Here are some other examples of phrases which would lend themselves to some clarification:
- Can you follow up with Customer A?
- In what time frame?
- In what way (phone, text, email, invoice)?
- Who else needs to be copied?
- How urgently do we need a response from them?
- Any context or new information I need to be aware of before following up?
- We need to really deliver on this deck for the meeting next week.
- How does “really deliver” differ from our normal powerpoint decks?
- Is that higher quality? more slides? more detail? more visualization?
- Does that impact a due date? Do you want to see it farther in advance of the meeting?
- Does a different set of people need to review it before the meeting?

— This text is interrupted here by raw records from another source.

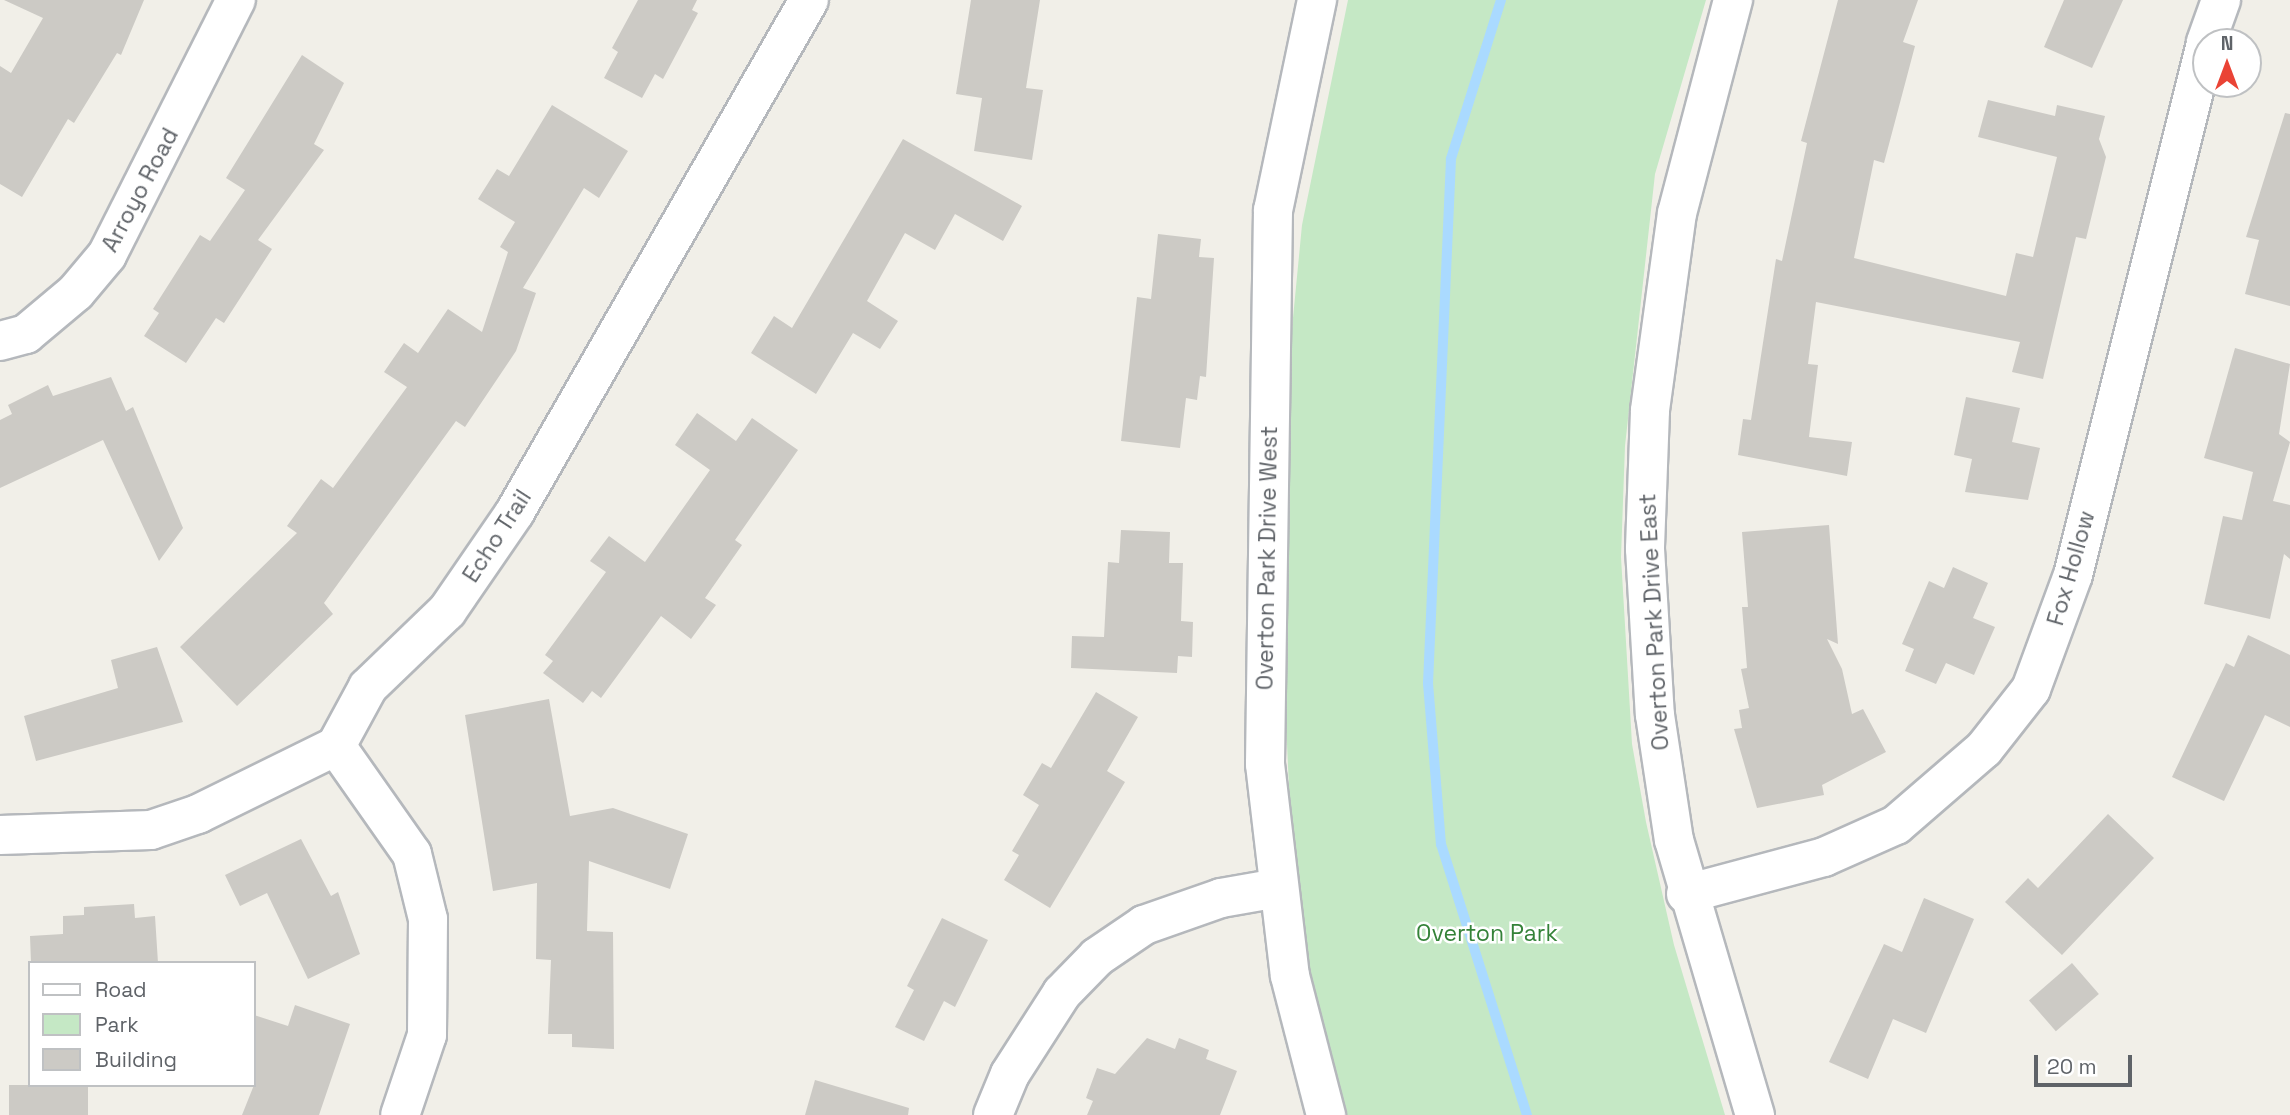 <!DOCTYPE html>
<style>
body{margin:0}
#map{position:relative;width:2290px;height:1115px;overflow:hidden;background:#f1efe8;font-family:"Space Grotesk",sans-serif}
div>[style]{position:absolute}
[style*='--x']{left:calc(var(--x)*1px);top:calc(var(--y)*1px);width:calc(var(--w)*1px);rotate:calc(var(--a)*1deg)}
.green>*{inset:0;background:#c5e8c5}
.stream>*{height:10px;margin:-5px;padding:0 5px;transform-origin:5px;border-radius:5px;background:#aadaff}
.building>*{inset:0;background:#cccac5;transform-origin:0 0}
.roads{filter:drop-shadow(2px 0 #b5b8bc) drop-shadow(-2px 0 #b5b8bc) drop-shadow(0 2px #b5b8bc) drop-shadow(0 -2px #b5b8bc)}
.minor>*{height:38px;margin:-19px;padding:0 19px;transform-origin:19px;border-radius:19px;background:#fff}
span{translate:-50% -50%;white-space:nowrap;text-align:center;line-height:1.15;-webkit-text-stroke:5px #fff;paint-order:stroke}
.street-label{font-size:23px;color:#5f6368}
.park-label{font-size:23px;color:#348238}
.legend{position:absolute;left:28px;top:961px;width:228px;height:126px;box-sizing:border-box;background:#fff;border:2px solid #bfc1c3;margin:0;padding:9px 12px;list-style:none;font-size:21px;color:#5f6368}
.legend li{display:flex;align-items:center;gap:14px;height:35px}
.legend b{width:35px;border:2px solid #bfc1c3}
.north{position:absolute;left:2192px;top:28px;width:70px;height:70px;box-sizing:border-box;background:#fff;border:2px solid #bfc1c3;border-radius:50%;rotate:0deg;font-size:19px;font-weight:700;line-height:28px;text-align:center;color:#5f6368}
.north::after{content:'';display:block;margin:auto;width:24px;height:32px;background:#ea4335;clip-path:polygon(50% 0,100% 100%,50% 72%,0 100%)}
.scale{position:absolute;left:2034px;top:1055px;width:98px;height:32px;box-sizing:border-box;border:4px solid #5f6368;border-top:0;padding-left:9px;font-size:21px;line-height:24px;white-space:nowrap;color:#5f6368;-webkit-text-stroke:5px #fff;paint-order:stroke}
</style>
<div id="map">
<div class="green">
<i style="clip-path:polygon(1348px 0,1706px 0,1655px 174px,1625px 446px,1621px 557px,1632px 744px,1646px 822px,1674px 945px,1725px 1115px,1344px 1115px,1313px 991px,1291px 831px,1285px 701px,1290px 349px,1302px 225px)"></i>
</div>
<div class="stream">
<i style="--x:1501;--y:0;--w:167;--a:107.5"></i>
<i style="--x:1451;--y:159;--w:525;--a:92.51"></i>
<i style="--x:1428;--y:683;--w:162;--a:85.4"></i>
<i style="--x:1441;--y:844;--w:284;--a:72.4"></i>
</div>
<div class="building">
<i style="clip-path:polygon(4px 0,144px 0,121px 55px,117px 53px,74px 123px,68px 119px,22px 197px,0 184px,0 66px,11px 73px,43px 18px)"></i>
<i style="clip-path:polygon(638px 0,697px 0,692px 10px,698px 13px,663px 79px,655px 74px,642px 98px,604px 78px,618px 52px,612px 48px)"></i>
<i style="clip-path:polygon(971px 0,1040px 0,1026px 88px,1043px 90px,1032px 160px,974px 151px,982px 98px,956px 94px)"></i>
<i style="clip-path:polygon(1838px 0,1918px 0,1903px 42px,1915px 46px,1884px 163px,1874px 160px,1854px 258px,2006px 296px,2016px 253px,2033px 257px,2057px 157px,1978px 137px,1988px 100px,2055px 116px,2057px 105px,2105px 116px,2099px 139px,2106px 157px,2086px 239px,2076px 237px,2043px 379px,2012px 372px,2020px 342px,1816px 302px,1808px 364px,1818px 365px,1809px 437px,1852px 442px,1847px 476px,1738px 455px,1743px 419px,1751px 420px,1776px 259px,1782px 261px,1807px 143px,1801px 141px)"></i>
<i style="clip-path:polygon(2064px 0,2123px 0,2092px 68px,2044px 47px)"></i>
<i style="clip-path:polygon(302px 55px,344px 83px,314px 144px,324px 150px,258px 240px,272px 249px,224px 323px,216px 318px,186px 363px,144px 336px,159px 313px,153px 309px,200px 235px,210px 241px,245px 190px,226px 178px)"></i>
<i style="clip-path:polygon(552px 105px,628px 151px,599px 198px,584px 188px,523px 288px,536px 293px,516px 351px,465px 427px,456px 421px,324px 603px,333px 614px,237px 706px,180px 647px,297px 533px,287px 526px,321px 479px,333px 488px,407px 387px,384px 372px,404px 343px,418px 353px,448px 309px,482px 332px,508px 252px,500px 247px,515px 222px,478px 199px,497px 169px,509px 176px)"></i>
<i style="clip-path:polygon(2285px 113px,2290px 114px,2290px 306px,2245px 294px,2259px 240px,2246px 237px)"></i>
<i style="clip-path:polygon(903px 139px,1022px 206px,1003px 241px,955px 214px,935px 250px,905px 233px,867px 301px,898px 321px,880px 349px,853px 333px,816px 394px,751px 353px,774px 316px,792px 328px)"></i>
<i style="clip-path:polygon(1158px 234px,1201px 239px,1199px 257px,1214px 258px,1206px 377px,1200px 376px,1197px 400px,1186px 398px,1180px 448px,1121px 441px,1137px 297px,1151px 299px)"></i>
<i style="clip-path:polygon(2235px 348px,2290px 364px,2279px 434px,2290px 442px,2273px 501px,2290px 505px,2290px 559px,2284px 554px,2270px 619px,2204px 604px,2223px 516px,2242px 520px,2253px 472px,2204px 458px)"></i>
<i style="clip-path:polygon(111px 377px,126px 411px,133px 407px,183px 528px,159px 561px,103px 440px,0 488px,0 420px,12px 414px,8px 405px,48px 385px,53px 396px)"></i>
<i style="clip-path:polygon(1966px 397px,2020px 408px,2012px 442px,2040px 448px,2028px 500px,1965px 492px,1972px 459px,1954px 455px)"></i>
<i style="clip-path:polygon(697px 413px,736px 441px,752px 418px,798px 450px,735px 540px,742px 545px,705px 598px,716px 605px,691px 639px,661px 616px,601px 698px,592px 691px,583px 703px,543px 673px,553px 661px,545px 655px,606px 572px,590px 561px,609px 536px,645px 562px,710px 470px,675px 445px)"></i>
<i style="clip-path:polygon(1829px 525px,1838px 644px,1827px 639px,1842px 669px,1852px 714px,1863px 709px,1886px 752px,1822px 785px,1824px 795px,1757px 808px,1734px 729px,1742px 728px,1739px 710px,1749px 708px,1741px 669px,1747px 668px,1742px 607px,1748px 607px,1742px 532px)"></i>
<i style="clip-path:polygon(1121px 530px,1170px 532px,1169px 563px,1183px 563px,1181px 621px,1193px 622px,1192px 657px,1178px 656px,1177px 673px,1071px 668px,1072px 636px,1104px 637px,1108px 562px,1119px 563px)"></i>
<i style="clip-path:polygon(1953px 567px,1988px 583px,1973px 618px,1995px 627px,1974px 675px,1946px 663px,1936px 684px,1905px 671px,1914px 649px,1902px 644px,1929px 581px,1944px 588px)"></i>
<i style="clip-path:polygon(2248px 635px,2290px 655px,2290px 727px,2265px 715px,2224px 801px,2172px 777px,2226px 663px,2234px 667px)"></i>
<i style="clip-path:polygon(157px 647px,183px 722px,36px 761px,24px 716px,118px 688px,111px 660px)"></i>
<i style="clip-path:polygon(1096px 692px,1138px 717px,1107px 771px,1125px 782px,1050px 908px,1004px 880px,1019px 855px,1012px 851px,1039px 805px,1023px 795px,1042px 763px,1051px 768px)"></i>
<i style="clip-path:polygon(549px 699px,570px 816px,613px 808px,688px 834px,670px 889px,589px 861px,587px 931px,613px 932px,614px 1049px,572px 1047px,572px 1034px,548px 1034px,551px 960px,536px 959px,537px 883px,493px 891px,465px 715px)"></i>
<i style="clip-path:polygon(2108px 814px,2154px 858px,2062px 955px,2005px 902px,2028px 878px,2038px 888px)"></i>
<i style="clip-path:polygon(301px 839px,331px 896px,338px 892px,360px 954px,308px 979px,267px 893px,240px 906px,225px 875px)"></i>
<i style="clip-path:polygon(1924px 898px,1974px 919px,1926px 1033px,1893px 1019px,1868px 1079px,1829px 1062px,1884px 944px,1902px 952px)"></i>
<i style="clip-path:polygon(134px 904px,135px 918px,155px 916px,158px 963px,31px 963px,30px 936px,63px 934px,63px 916px,84px 915px,84px 907px)"></i>
<i style="clip-path:polygon(942px 918px,988px 940px,955px 1007px,944px 1001px,924px 1041px,895px 1027px,914px 990px,907px 986px)"></i>
<i style="left:2072px;top:963px;width:41px;height:57px;rotate:49deg"></i>
<i style="clip-path:polygon(295px 1005px,350px 1024px,319px 1115px,242px 1115px,254px 1085px,254px 1015px,288px 1026px)"></i>
<i style="clip-path:polygon(1147px 1038px,1175px 1049px,1179px 1038px,1209px 1050px,1206px 1059px,1237px 1071px,1220px 1115px,1087px 1115px,1093px 1101px,1086px 1098px,1097px 1068px,1115px 1074px)"></i>
<i style="clip-path:polygon(815px 1080px,909px 1108px,908px 1115px,805px 1115px)"></i>
<i style="left:9px;top:1085px;width:79px;height:30px"></i>
</div>
<div class="roads">
<div class="minor">
<i style="--x:1317;--y:0;--w:215;--a:101.8"></i>
<i style="--x:1273;--y:210;--w:554;--a:90.83"></i>
<i style="--x:1265;--y:764;--w:213;--a:83.3"></i>
<i style="--x:1290;--y:976;--w:144;--a:75.5"></i>
<i style="--x:1733;--y:0;--w:220;--a:104.7"></i>
<i style="--x:1677;--y:213;--w:200;--a:97.8"></i>
<i style="--x:1650;--y:411;--w:138;--a:92.1"></i>
<i style="--x:1645;--y:549;--w:166;--a:86.6"></i>
<i style="--x:1655;--y:715;--w:126;--a:81.4"></i>
<i style="--x:1674;--y:840;--w:287;--a:73.6"></i>
<i style="--x:2206;--y:42;--w:45;--a:-70.3"></i>
<i style="--x:0;--y:341;--w:27;--a:-15"></i>
<i style="--x:26;--y:334;--w:65;--a:-40"></i>
<i style="--x:76;--y:292;--w:48;--a:-50"></i>
<i style="--x:107;--y:255;--w:286;--a:-63.2"></i>
<i style="--x:336;--y:746;--w:132;--a:54.9"></i>
<i style="--x:412;--y:854;--w:67;--a:76.2"></i>
<i style="--x:428;--y:919;--w:116;--a:90.5"></i>
<i style="--x:427;--y:1035;--w:84;--a:108.6"></i>
<i style="--x:0;--y:835;--w:151;--a:-1.9"></i>
<i style="--x:151;--y:830;--w:50;--a:-18.8"></i>
<i style="--x:198;--y:814;--w:154;--a:-26.2"></i>
<i style="--x:336;--y:746;--w:67;--a:-61.5"></i>
<i style="--x:368;--y:687;--w:110;--a:-43.9"></i>
<i style="--x:447;--y:611;--w:120;--a:-55.5"></i>
<i style="--x:515;--y:512;--w:590;--a:-60.13"></i>
<i style="--x:1686;--y:894;--w:143;--a:-15"></i>
<i style="--x:1824;--y:857;--w:79;--a:-24"></i>
<i style="--x:1896;--y:825;--w:116;--a:-40.8"></i>
<i style="--x:1984;--y:749;--w:76;--a:-51.9"></i>
<i style="--x:2031;--y:689;--w:121;--a:-69.8"></i>
<i style="--x:2073;--y:575;--w:548;--a:-75.96"></i>
<i style="--x:993;--y:1115;--w:44;--a:-67.5"></i>
<i style="--x:1010;--y:1074;--w:96;--a:-57.3"></i>
<i style="--x:1062;--y:993;--w:50;--a:-45.8"></i>
<i style="--x:1097;--y:957;--w:57;--a:-34.2"></i>
<i style="--x:1144;--y:925;--w:82;--a:-19.3"></i>
<i style="--x:1221;--y:898;--w:58;--a:-10"></i>
</div>
</div>
<div class="street-label">
<span style="left:140px;top:190px;rotate:-62deg">Arroyo Road</span>
<span style="left:497px;top:536px;rotate:-57deg">Echo Trail</span>
<span style="left:1267px;top:558px;rotate:-89deg">Overton Park Drive West</span>
<span style="left:2071px;top:568px;rotate:-74deg">Fox Hollow</span>
<span style="left:1654px;top:622px;rotate:-93deg">Overton Park Drive East</span>
</div>
<div class="park-label">
<span style="left:1487px;top:933px">Overton Park</span>
</div>
<ul class="legend">
<li><b style="height:9px;background:#fff"></b>Road</li>
<li><b style="height:19px;background:#c5e8c5"></b>Park</li>
<li><b style="height:19px;background:#cccac5"></b>Building</li>
</ul>
<div class="north">N</div>
<div class="scale">20 m</div>
</div>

- What about this meeting has you feeling like we need to “really deliver”?
- We need to enter 3 new leads per day into our CRM
- By what time every day? or is that 15 a week and it can be 5 some days and 2 other days?
- What kind of leads? Do they need to differ in geography, scope, or industry?
- Is there a template for the detail we need to enter in for the leads?
- Is there a naming convention, qualifying tool, or any other aspect for the lead that is also necessary?
- Who is we?
- It’s hard to make Presidents Circle at this company.
- Is that because the qualifications are extreme?
- Do you think that because you’ve worked really hard and not made it? or worked really hard and have made it?
- Do you have any advice on how to achieve President’s Circle?
- What do the people who make it do differently than everyone else?
As a millennial, I love a good “Why?” question, and tend to ask them even when it’s obvious. Worst case, we confirm what I already knew and have re-established the baseline and agreement.
Clear expectations setting and over-clarifying produces trust, accountability, permission, empowerment, and quality.
Where do you need to close the expectation and reality gap? Start with something that maybe you think is obvious or an “of course we do that” statement and make sure the other person knows its equally obvious and assumed.
Here are some “of course” statements I’ve heard recently that I recommended were re-clarified with the other person.
- Of course we get back to the customer within 24 hours with an update.
- Of course it takes longer than a year to get promoted within our company.
- Of course we need to provide a pre-read to the Quarterly Business Review.
- Of course they should share the slides from the meeting before the end of the day.
- Of course you don’t call your boss after 9:00 pm
- Of course we are bringing them value
- Of course it’s the customer support rep’s job to follow up on any open cases.
- Of course no news is good news.
Let’s over clarify, reconfirm, or maybe articulate an expectation for the first time this fall. Work to close the expectation and reality gap this week by reconfirming something around modes of communication, timelines, outcomes, standards of excellence, or working style preferences.